→ **Supplied entries**:

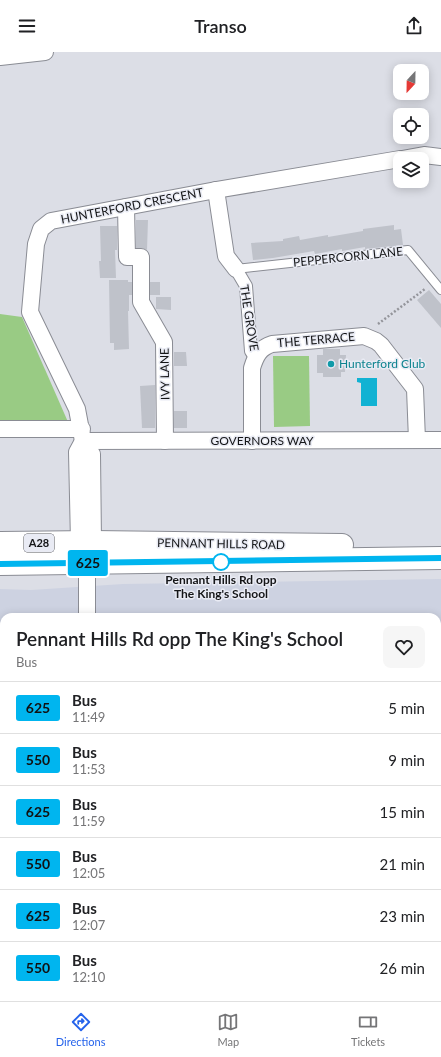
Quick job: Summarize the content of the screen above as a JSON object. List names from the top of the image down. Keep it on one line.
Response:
{"streets":{"highway":["A28","PENNANT HILLS ROAD"],"street":["HUNTERFORD CRESCENT","THE GROVE","THE TERRACE","IVY LANE","GOVERNORS WAY"],"lane":["PEPPERCORN LANE"]},"crossings":[["HUNTERFORD CRESCENT","THE GROVE"],["HUNTERFORD CRESCENT","IVY LANE"],["HUNTERFORD CRESCENT","GOVERNORS WAY"],["PEPPERCORN LANE","THE GROVE"],["THE GROVE","THE TERRACE"],["THE TERRACE","GOVERNORS WAY"],["IVY LANE","GOVERNORS WAY"]],"places":["Hunterford Club","Pennant Hills Rd opp The King's School"],"lines":["bus line 625"],"north":"bottom","page":{"header":"Transo","on_map":"625","heading":["Pennant Hills Rd opp The King's School","Bus"],"list":[{"mark":"625","name":"Bus","note":"11:49","value":"5 min"},{"mark":"550","name":"Bus","note":"11:53","value":"9 min"},{"mark":"625","name":"Bus","note":"11:59","value":"15 min"},{"mark":"550","name":"Bus","note":"12:05","value":"21 min"},{"mark":"625","name":"Bus","note":"12:07","value":"23 min"},{"mark":"550","name":"Bus","note":"12:10","value":"26 min"}],"tabs":["Directions","Map","Tickets"]}}
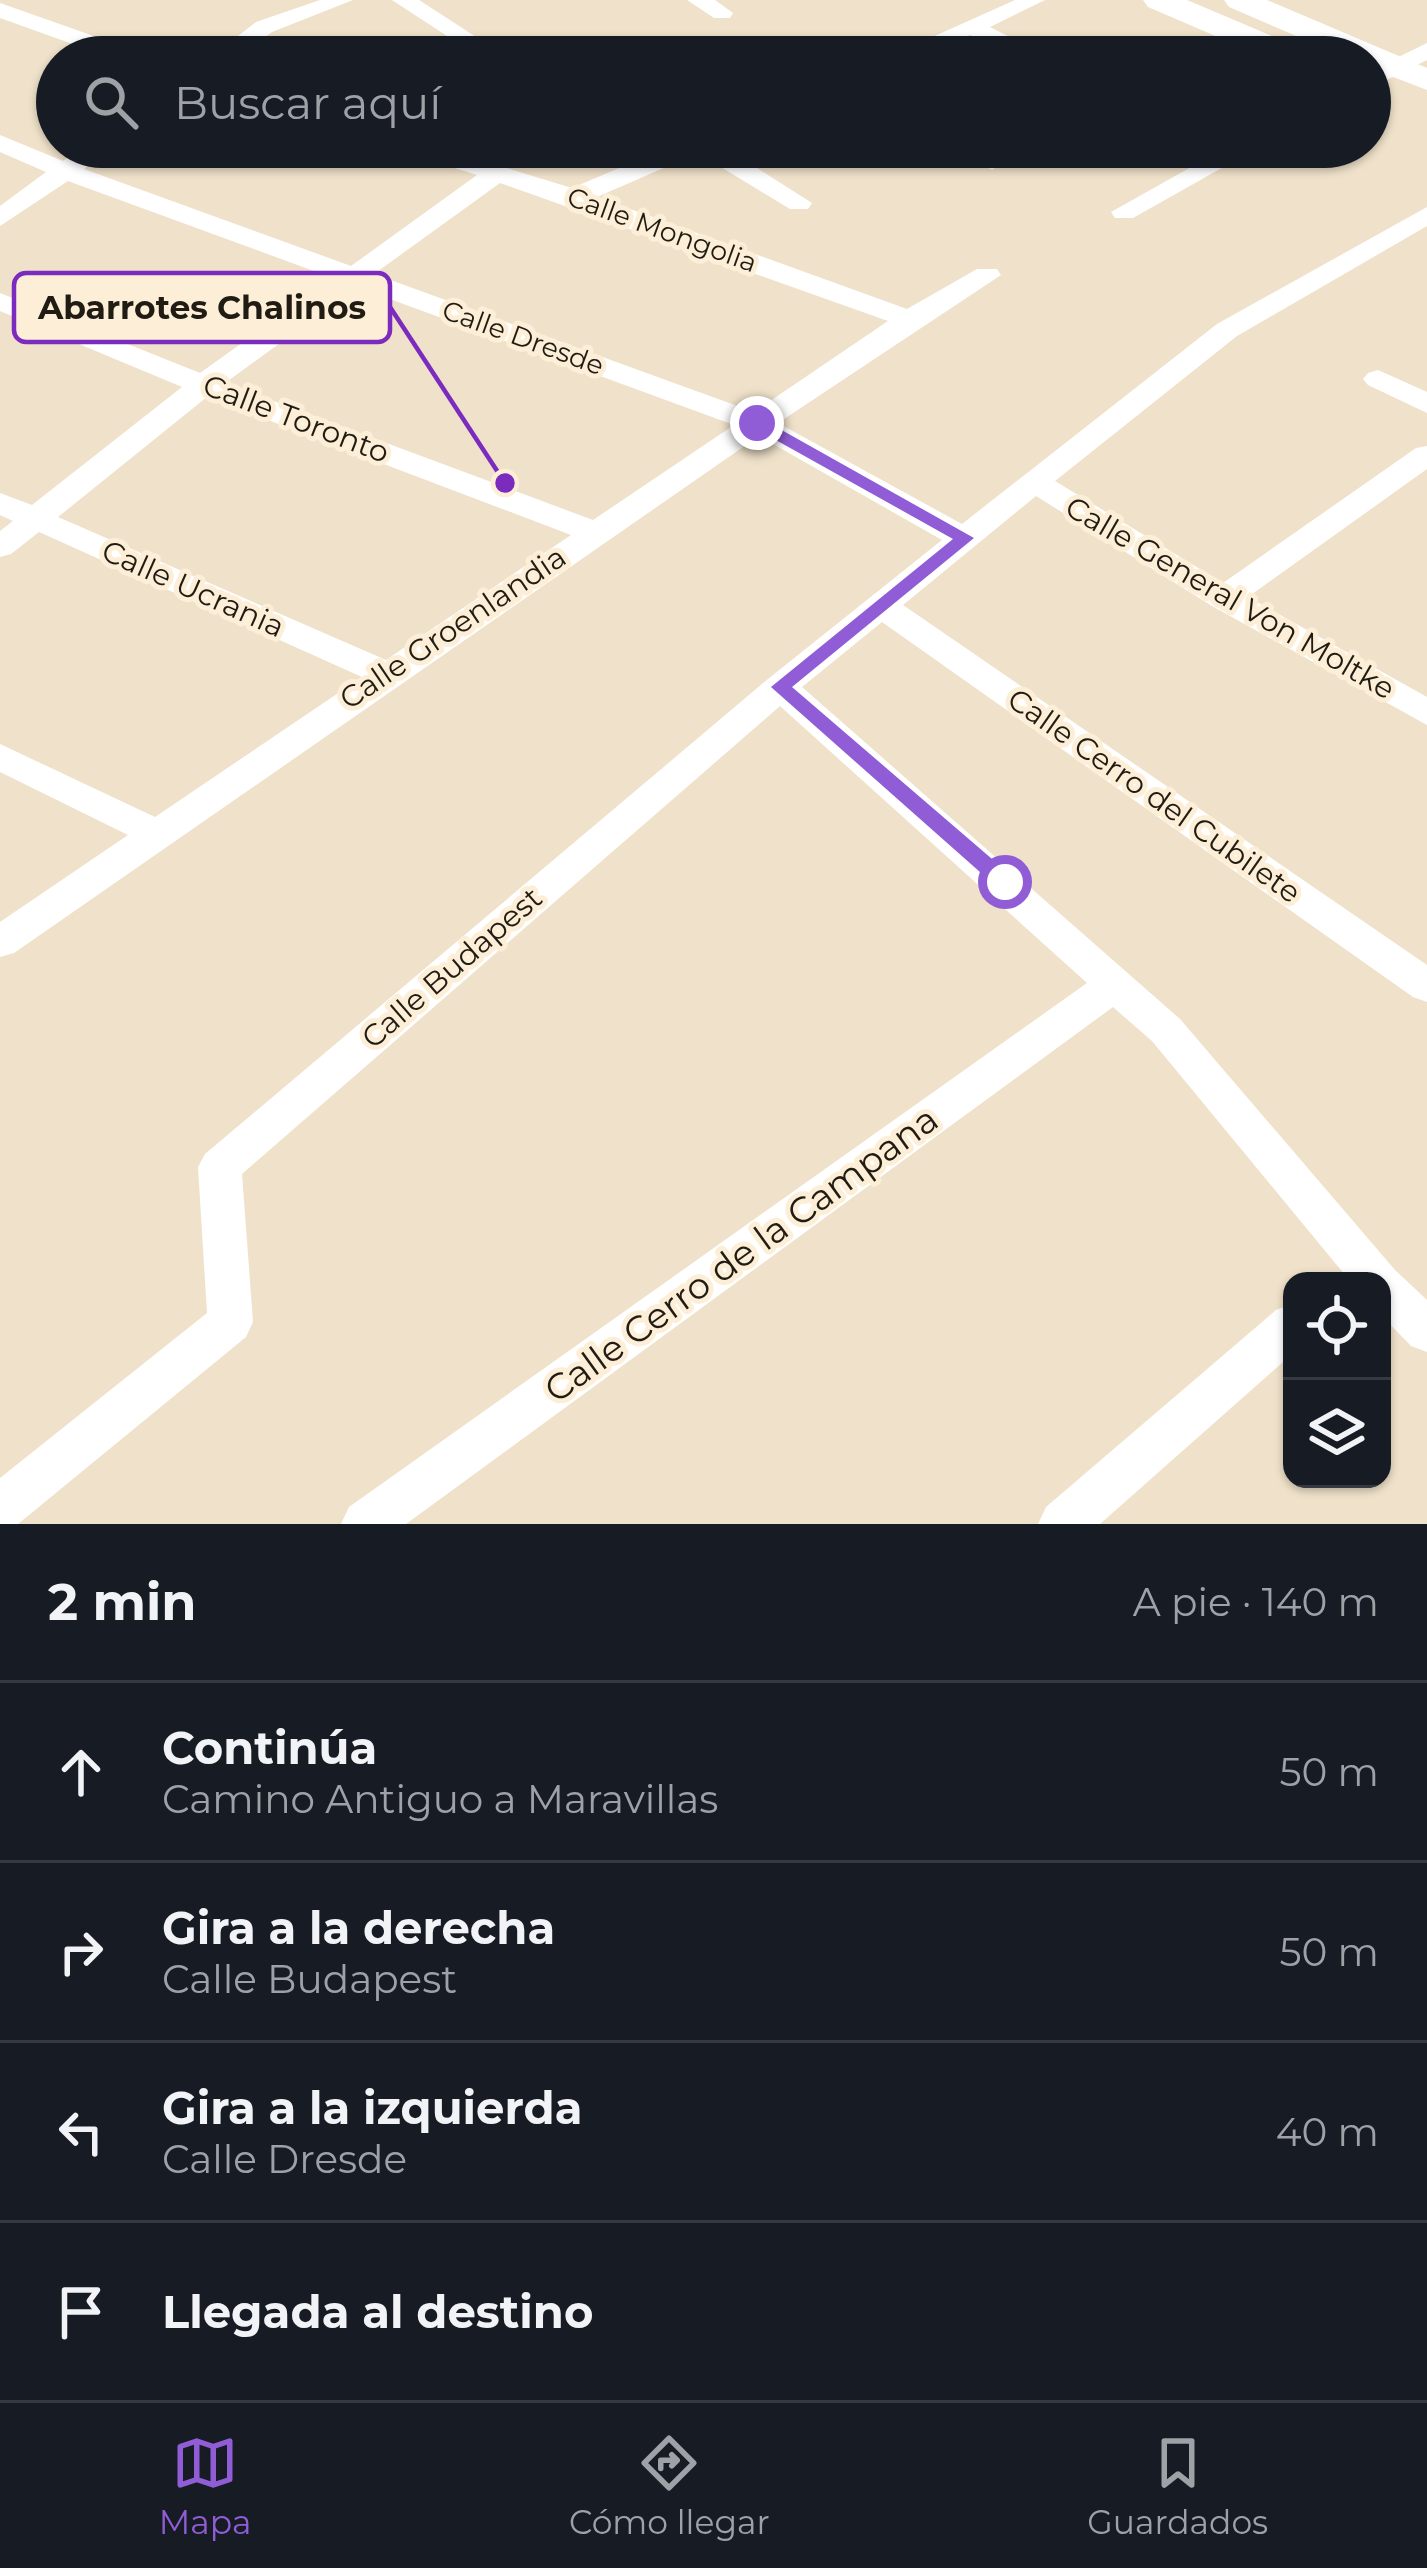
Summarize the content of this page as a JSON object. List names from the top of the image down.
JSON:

→ **What you need to do**: Find the lines above with the word "object". Copy them out.

→ **Expected output**:
Quick job: Summarize the content of the screen above as a JSON object. List names from the top of the image down. Keep it on one line.
Summarize the content of this page as a JSON object. List names from the top of the image down.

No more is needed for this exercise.